SASHA FRERE-JONES SUCKS
OH GOD DOES HE SUCK
HE IS THE WORLD'S THIRD MOST SMARMY AND UNREADABLE NON-REPUBLICAN-PROPAGANDIST WRITER
Hm, surprisingly, with only one comment in this thread, everything that I wanted to say has been said.
That's likely the only thing anyone here wanted to say.
I forgot sportswriters. I guess they're sort of a separate category.
Okay, I'll ask. Third-most?
Surely Mitch Albom should count twice, as both a sportswriter and a smarmy non-Republican. He's that bad.
I dunno. neb makes people work for these kinds of posts. I mean, "SFJ", I'm supposed to know who that is? I'm supposed to google various representative phrases to know what's under discussion?
Incredibly, the very first hit in Google is the right one.
I'm just not even going to tell you people how much overlap my music library and SFJ's yearly 10 best list had.
He can be pretty annoying, though.
You know who's way worse, though? Chuck Klosterman. Fuck him with a bag of KISS dildos.
Mr. FJ has come up before, under those initials.
I apologize, B-Wo. I know who the guy is.
Anyway I wouldn't want you people getting complacent.
I don't think he necessarily has awful taste, just that he writes and thinks about music in a way so opposite from my own that I just can't get on board with his criticism. IOW, I like some of the things he recommends, but for apparently opposite reasons.

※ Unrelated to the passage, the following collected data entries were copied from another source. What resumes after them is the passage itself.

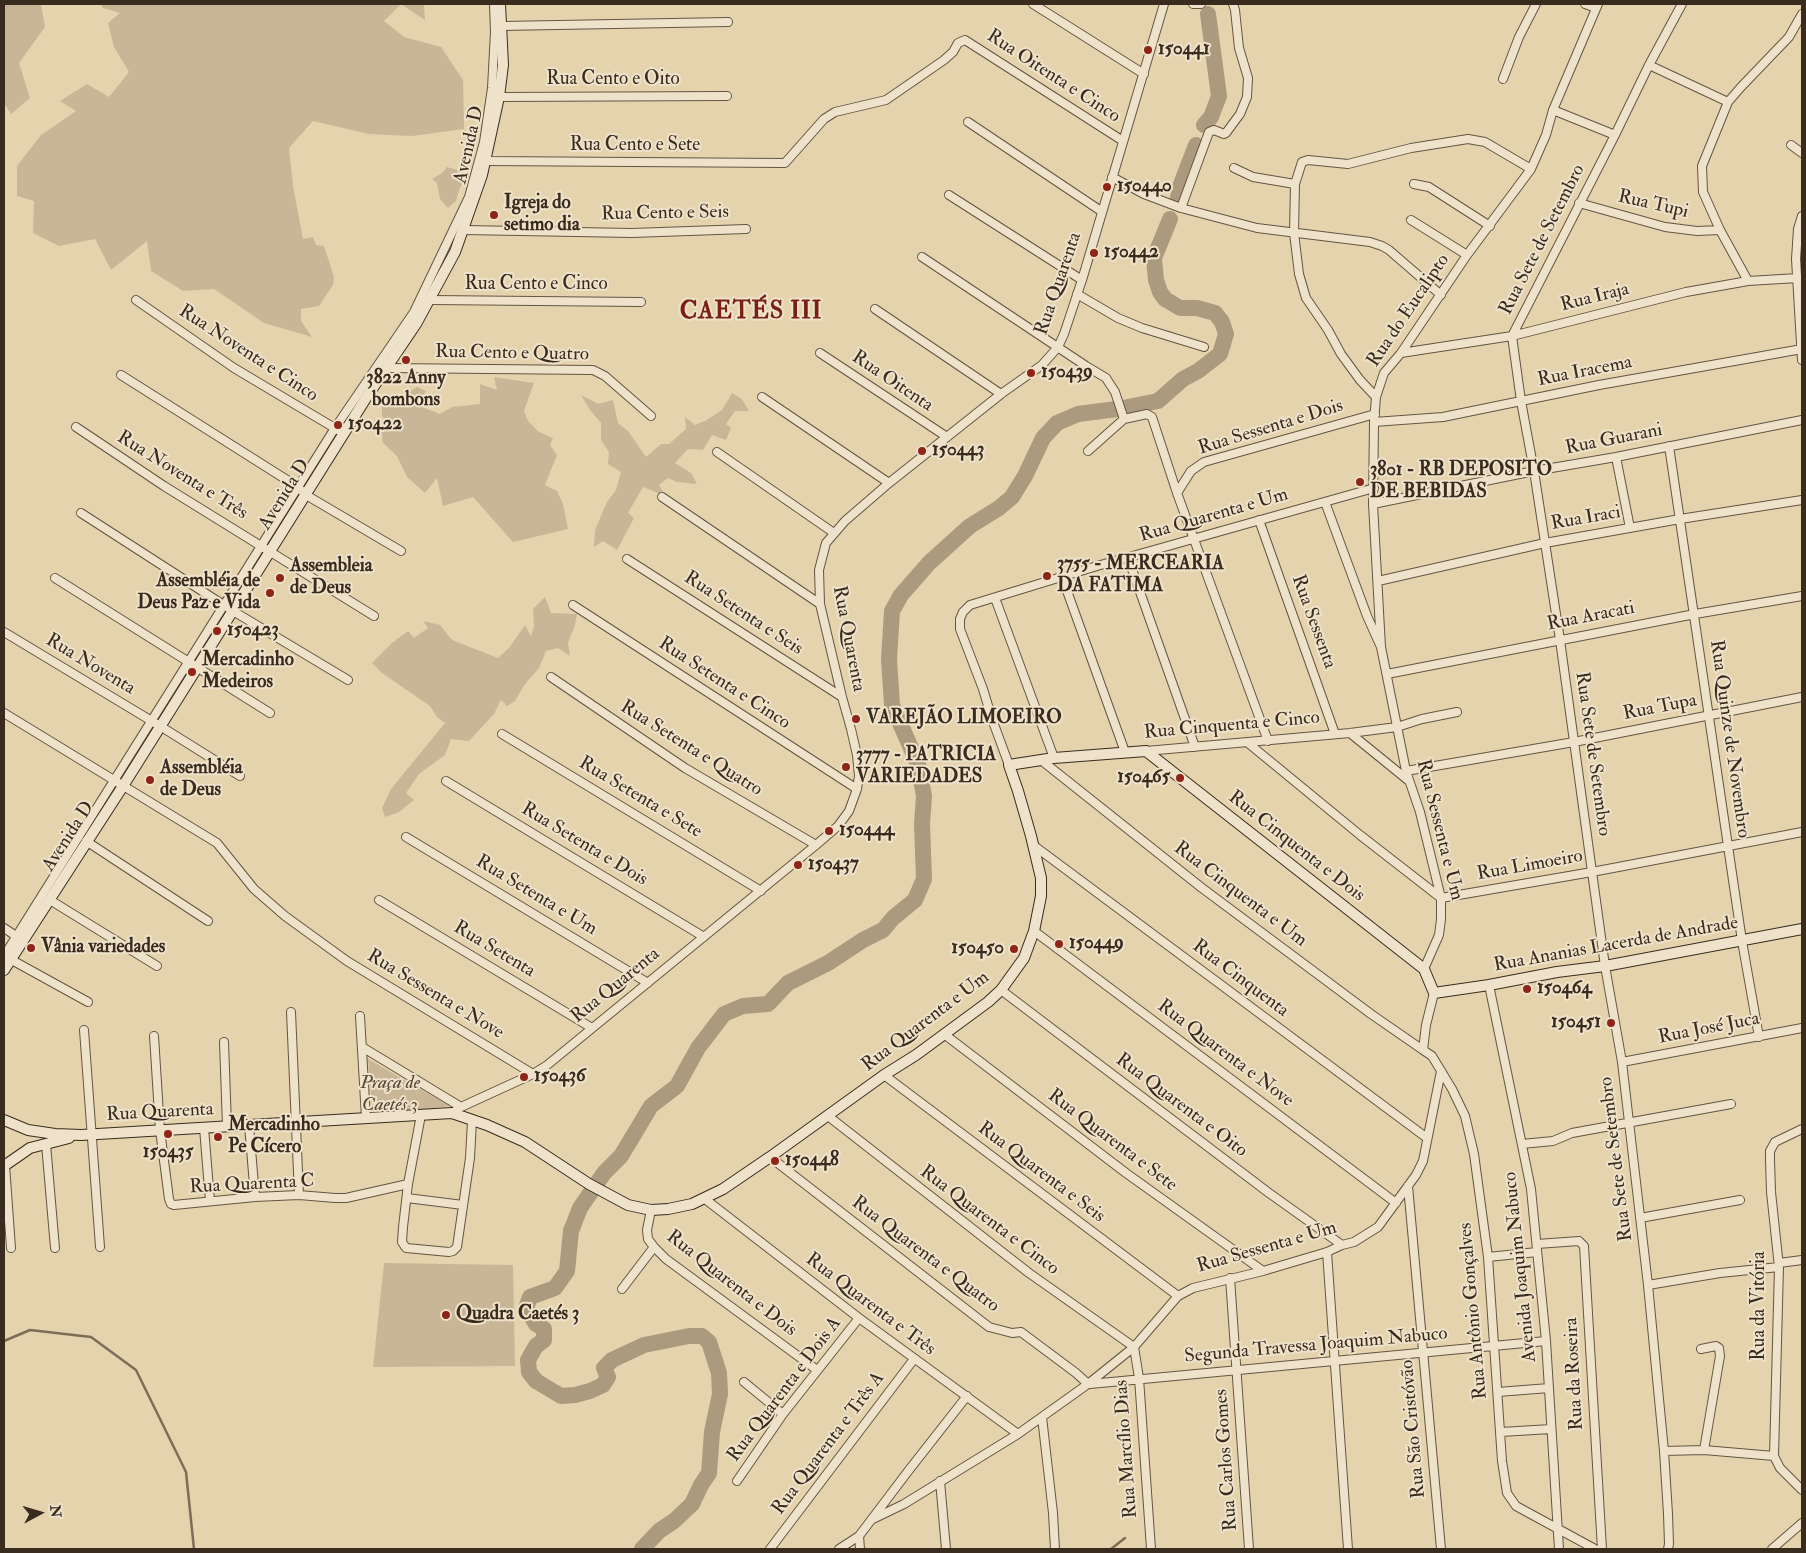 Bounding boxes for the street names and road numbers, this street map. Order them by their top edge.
street label: Rua Oitenta e Cinco [982,25,1124,129]
street label: Rua Cento e Oito [546,69,680,91]
street label: Avenida D [450,104,490,186]
street label: Rua Cento e Sete [570,135,700,157]
street label: Rua Sete de Setembro [1495,161,1591,319]
street label: Rua Tupi [1616,186,1690,224]
street label: Rua Cento e Seis [601,201,729,227]
street label: Rua Quarenta [1031,230,1087,338]
street label: Rua do Eucalipto [1363,250,1455,372]
street label: Rua Cento e Cinco [464,274,608,296]
street label: Rua Iraja [1558,278,1632,318]
street label: Rua Noventa e Cinco [174,300,322,408]
street label: Rua Cento e Quatro [435,341,589,367]
street label: Rua Oitenta [847,346,937,418]
street label: Rua Iracema [1536,352,1634,392]
street label: Rua Sessenta e Dois [1196,395,1346,461]
street label: Rua Guarani [1564,419,1664,461]
street label: Rua Noventa e Três [112,427,252,525]
street label: Avenida D [254,455,316,535]
street label: Rua Quarenta e Um [1137,484,1291,548]
street label: Rua Iraci [1549,502,1623,536]
street label: Rua Setenta e Seis [679,567,807,661]
street label: Rua Sessenta [1285,572,1341,672]
street label: Rua Quarenta [827,584,869,694]
street label: Rua Aracati [1545,597,1637,637]
street label: Rua Noventa [41,629,139,701]
street label: Rua Setenta e Cinco [654,633,794,735]
street label: Rua Quinze de Novembro [1704,638,1754,840]
street label: Rua Sete de Setembro [1569,670,1615,838]
street label: Rua Tupa [1621,690,1699,726]
street label: Rua Setenta e Quatro [616,696,766,802]
street label: Rua Cinquenta e Cinco [1143,707,1321,745]
street label: Rua Setenta e Sete [574,752,706,844]
street label: Rua Sessenta e Um [1410,757,1468,903]
street label: Rua Cinquenta e Dois [1223,787,1369,907]
street label: Avenida D [38,798,100,876]
street label: Rua Setenta e Dois [517,798,651,892]
street label: Rua Cinquenta e Um [1169,837,1311,953]
street label: Rua Limoeiro [1475,845,1585,887]
street label: Rua Setenta e Um [471,851,601,941]
street label: Rua Ananias Lacerda de Andrade [1492,912,1740,978]
street label: Rua Setenta [449,917,539,983]
street label: Rua Cinquenta [1187,935,1293,1023]
street label: Rua Quarenta [567,943,665,1029]
street label: Rua Sessenta e Nove [362,945,508,1045]
street label: Rua Quarenta e Um [858,967,994,1077]
street label: Rua Quarenta e Nove [1152,995,1298,1113]
street label: Rua José Juca [1656,1008,1762,1050]
street label: Rua Quarenta e Oito [1111,1049,1251,1163]
street label: Rua Sete de Setembro [1596,1075,1638,1243]
street label: Rua Quarenta e Sete [1043,1085,1181,1197]
street label: Rua Quarenta [106,1099,214,1127]
street label: Rua Quarenta e Seis [973,1118,1109,1228]
street label: Rua Quarenta e Cinco [915,1161,1063,1281]
street label: Rua Quarenta C [189,1170,315,1200]
street label: Avenida Joaquim Nabuco [1500,1171,1542,1363]
street label: Rua Quarenta e Quatro [847,1192,1003,1318]
street label: Rua Sessenta e Um [1194,1217,1340,1279]
street label: Rua Antônio Gonçalves [1455,1222,1493,1400]
street label: Rua Quarenta e Dois [661,1226,801,1342]
street label: Rua Quarenta e Três [801,1249,939,1361]
street label: Rua da Vitória [1749,1251,1771,1361]
street label: Rua Quarenta e Dois A [723,1313,847,1467]
street label: Rua da Roseira [1561,1317,1589,1431]
street label: Segunda Travessa Joaquim Nabuco [1183,1323,1449,1369]
street label: Rua São Cristóvão [1397,1359,1431,1499]
street label: Rua Quarenta e Três A [768,1368,890,1520]
street label: Rua Marcílio Dias [1111,1379,1143,1519]
street label: Rua Carlos Gomes [1211,1388,1243,1532]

If one were tempted to extrapolate from his New Yorker pieces to his own personal taste, the only conclusion would be that he has extremely boring taste.
I realized it takes a tough man to embrace the tender stuff, that you have to be cruel to be kind, that it hurts so good, and the best part of breaking up is when you're making up. So I rushed down to my computer to tell the world.
that he has extremely boring taste.
Ben, this pretty much describes my taste, so I'm guessing you're right. I am stodgily conventional.
Don't ruin my cathexis with these details.
16: And you'd do anything for love, but you wouldn't do that.
Why are we talking about Sasha Frere-Jones again? Who reads the New Yorker regularly?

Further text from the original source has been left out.